Cada dia que passa as noites se tornam melhores e o calor tolerável, na verdade já até acostumei com o calor. Hoje pude escutar as crianças cantando e louvando a Deus por volta das 5h. Não consegui dormir mais, então fui me preparar para mais uma viagem. Agora iríamos para Kapoeta, uma pequena, mas importante cidade a uns 150km de Torit. Lá é a terra da tribo Toposa, são um povo muito primitivo e um tanto selvagem. A fronteira terrestre entre Sudão e Quênia foi fechada por que os Toposas estavam entrando no Quênia para matar e roubar o gado dos Turkanas que vivem perto da fronteira.
Por volta das 8h saímos para comprar e arrumar algumas coisas que faltavam e as 9h pegamos a estrada. Desta vez não paramos em nenhum lugar a não ser nas barreiras entre os distritos. Levamos quatro horas e meio para chegar lá. Segundo o pr Marcelo, a última vez que ele fez aquele mesmo percurso gastou cerca de sete horas e meio, mas agora algumas partes da estrada foram restauradas. No caminho vimos menos vilas do que no caminho para Ikotos, pois Capoeta fica numa região desértica. Muita poeira, ficamos todos marrom, sem exagero. Em particfular uma aldeia me chamou a atenção, ela ficava numa montanha de aproximadamente 2000m, lá de baixo apenas víamos as pontas dos tukos que se diferenciavam das árvores. Como será que subiram lá? Essa era minha pergunta. Provavelmente nunca viram um extrangeiro. Assim como eles existem milhares e milhares de pessoas que nunca viram ou ouviram falar de Jesus.
Na medida que nos aproximávamos de Capoeta avistávamos alguns Toposas todos adornados e com seus cajados e banquinhos. Quando chegmaos ficamos surpreendidos, pois vimos postes de eletricidade. Capoeta é a primeira cidade do Sudão do Sul a ter energia elétrica. A razão disso é que os Toposas controla todo gado do Sul além de terem minas de diamante e ouro.

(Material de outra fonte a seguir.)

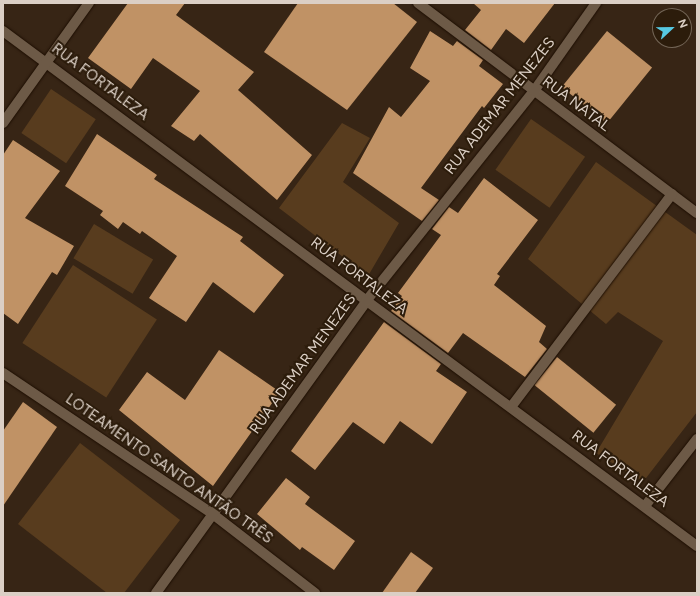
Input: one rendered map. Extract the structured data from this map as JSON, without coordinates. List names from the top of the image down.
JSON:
{
  "streets": {
    "street": [
      "RUA FORTALEZA",
      "RUA NATAL",
      "RUA ADEMAR MENEZES",
      "LOTEAMENTO SANTO ANTÃO TRÊS"
    ]
  },
  "crossings": [
    ["RUA FORTALEZA", "RUA ADEMAR MENEZES"],
    ["RUA NATAL", "RUA ADEMAR MENEZES"],
    ["RUA ADEMAR MENEZES", "LOTEAMENTO SANTO ANTÃO TRÊS"]
  ],
  "north": "right"
}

A cidade em sim não é muito diferente das outras que fomos. Homens sentados por todo lado conversando e as mulheres carregando grandes sacos de farinha e toras de madeira na cabeça. Em todo lugar é assim, o homem conversa a mulher trabalha. Ninguém nos cumprimentava, todos muito sérios. Alguns com trajes normais e outros bem típicos com seus adornos, principalmente as mulheres e adolescentes. As mulheres são lindas com postura de bailarina, mas muito sisudas. Quase não vimos sorrisos, diferente de Ikotos e Dongotono onde todo mundo ria, vinham nos cumprimentar ou faziam festa. Em Kapoeta só uma mulher que ficou pulando (detalhe, com os seios de fora), é como se fosse um sinal de boas-vindas para os Toposas.

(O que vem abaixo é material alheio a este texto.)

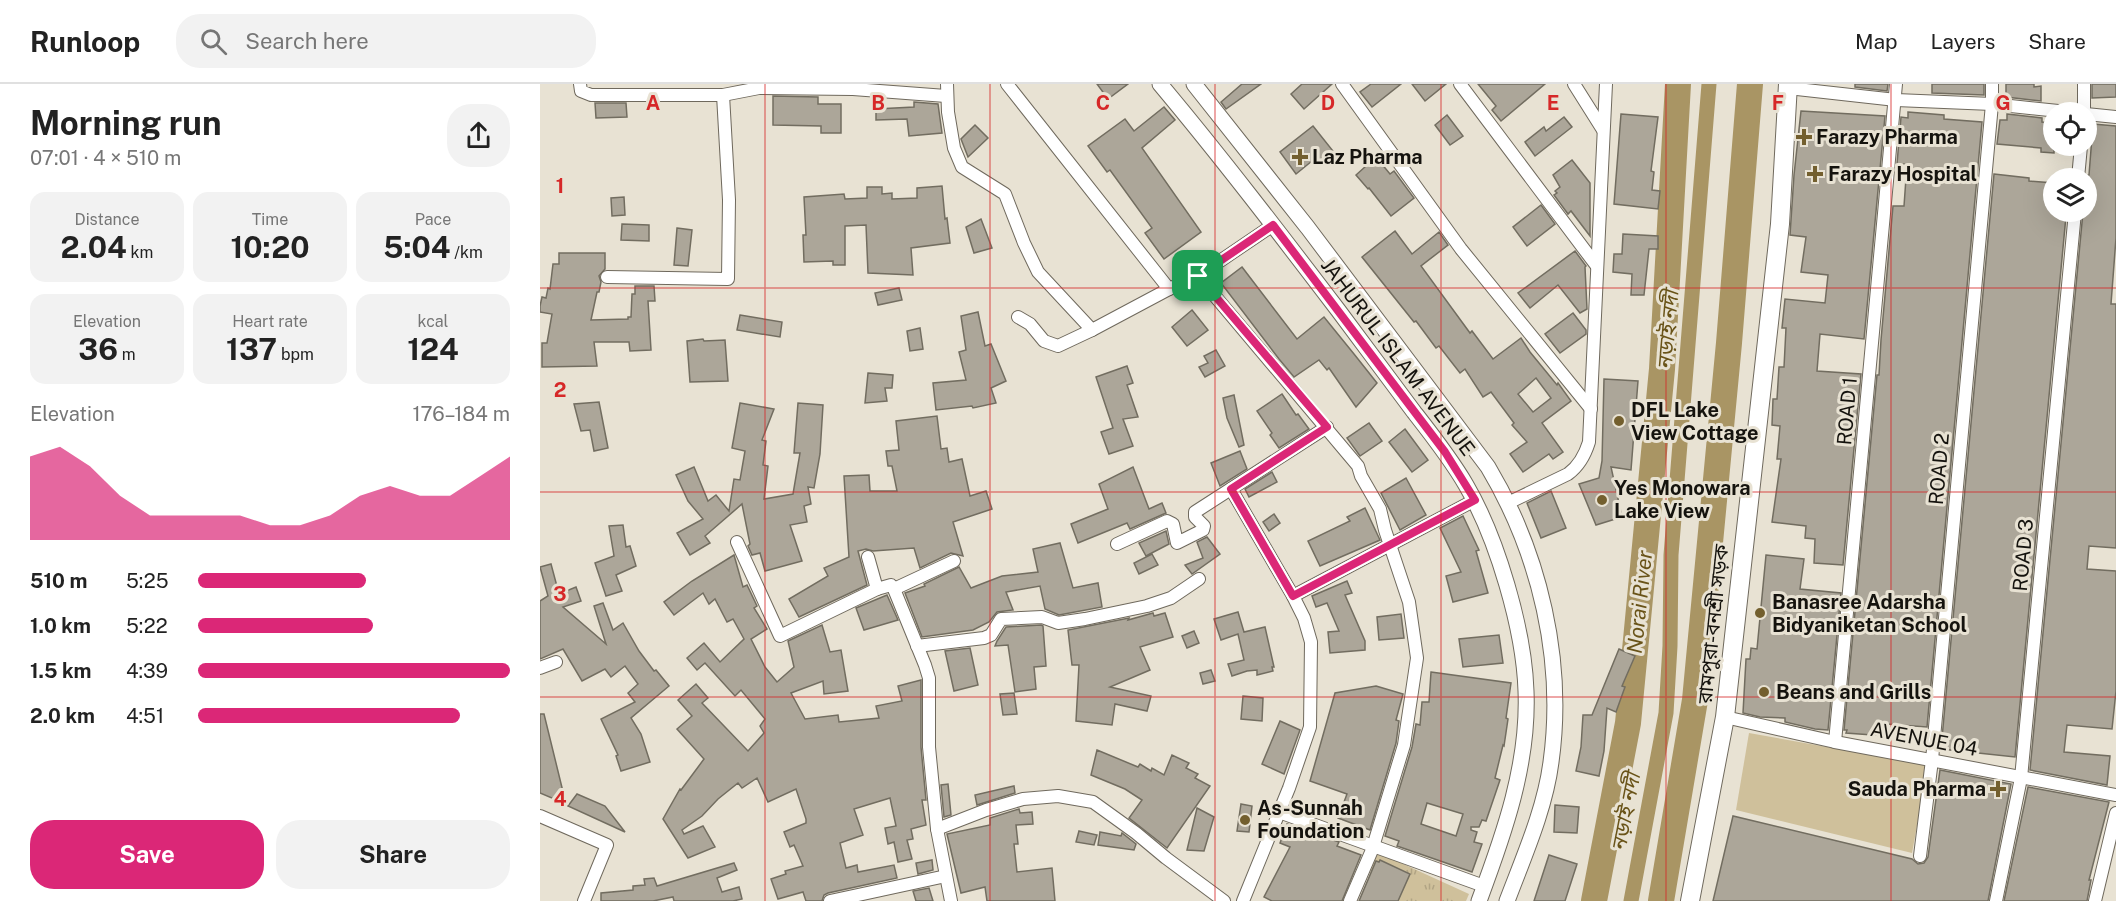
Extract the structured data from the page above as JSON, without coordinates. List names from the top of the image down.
{
  "streets": {
    "main road": ["রামপুরা-বনশ্রী সড়ক"],
    "street": [
      "JAHURUL ISLAM AVENUE",
      "ROAD 1",
      "ROAD 2",
      "ROAD 3",
      "AVENUE 04"
    ]
  },
  "crossings": [
    ["ROAD 1", "AVENUE 04"],
    ["ROAD 2", "AVENUE 04"],
    ["ROAD 3", "AVENUE 04"],
    ["রামপুরা-বনশ্রী সড়ক", "AVENUE 04"]
  ],
  "water": ["নড়াই নদী", "Norai River"],
  "places": {
    "health": [
      "Farazy Pharma",
      "Laz Pharma",
      "Farazy Hospital",
      "Sauda Pharma"
    ],
    "other": [
      "DFL Lake View Cottage",
      "Yes Monowara Lake View",
      "Banasree Adarsha Bidyaniketan School",
      "Beans and Grills",
      "As-Sunnah Foundation"
    ]
  },
  "page": {
    "header": "Runloop",
    "search": "Search here",
    "nav": ["Map", "Layers", "Share"],
    "heading": ["Morning run", "07:01 · 4 × 510 m"],
    "stats": [
      ["Distance", "2.04 km"],
      ["Time", "10:20"],
      ["Pace", "5:04 /km"],
      ["Elevation", "36 m"],
      ["Heart rate", "137 bpm"],
      ["kcal", "124"]
    ],
    "chart": ["Elevation", "176–184 m"],
    "list": [
      {
        "name": "510 m",
        "note": "5:25"
      },
      {
        "name": "1.0 km",
        "note": "5:22"
      },
      {
        "name": "1.5 km",
        "note": "4:39"
      },
      {
        "name": "2.0 km",
        "note": "4:51"
      }
    ],
    "buttons": ["Save", "Share"]
  },
  "grid": {
    "columns": [
      "A",
      "B",
      "C",
      "D",
      "E",
      "F",
      "G"
    ],
    "rows": [
      "1",
      "2",
      "3",
      "4"
    ]
  }
}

Chegamos na casa de Lorem, um obreiro que a MCM assiste naquela cidade. Conversamos e fomos preparar nosso almoço, pois já eram 15h. Quebramos todos os paradgmas possíveis naquela tarde. Três homens brancos fazendo comida e além disso para todos. Estávamos em 11 pessoas contando com a família do Oryen e pr Joshua. Comemos macarronada, as crianças riam muito, pois comiam usando a mão, estava muito quente (foi feito no carvão em brasa em meio a pedras) e ainda o macarrão ficava pindurado. Oryen tem 5 filhos, sua esposa estava grávida do quinto sexto filho. A sua casa deve ter 2x6m no máximo, apenas uma cama de solteiro, não pergunta como dormem 7 pessoas num espaço daquele.
Discutimos algumas coisas sobre a segurança deles e sobre o trabalho dele. Nos despedimos e retornamos para Torit. Chegamos muito sujos por volta das 22h. Cansados fomos comer e dormir.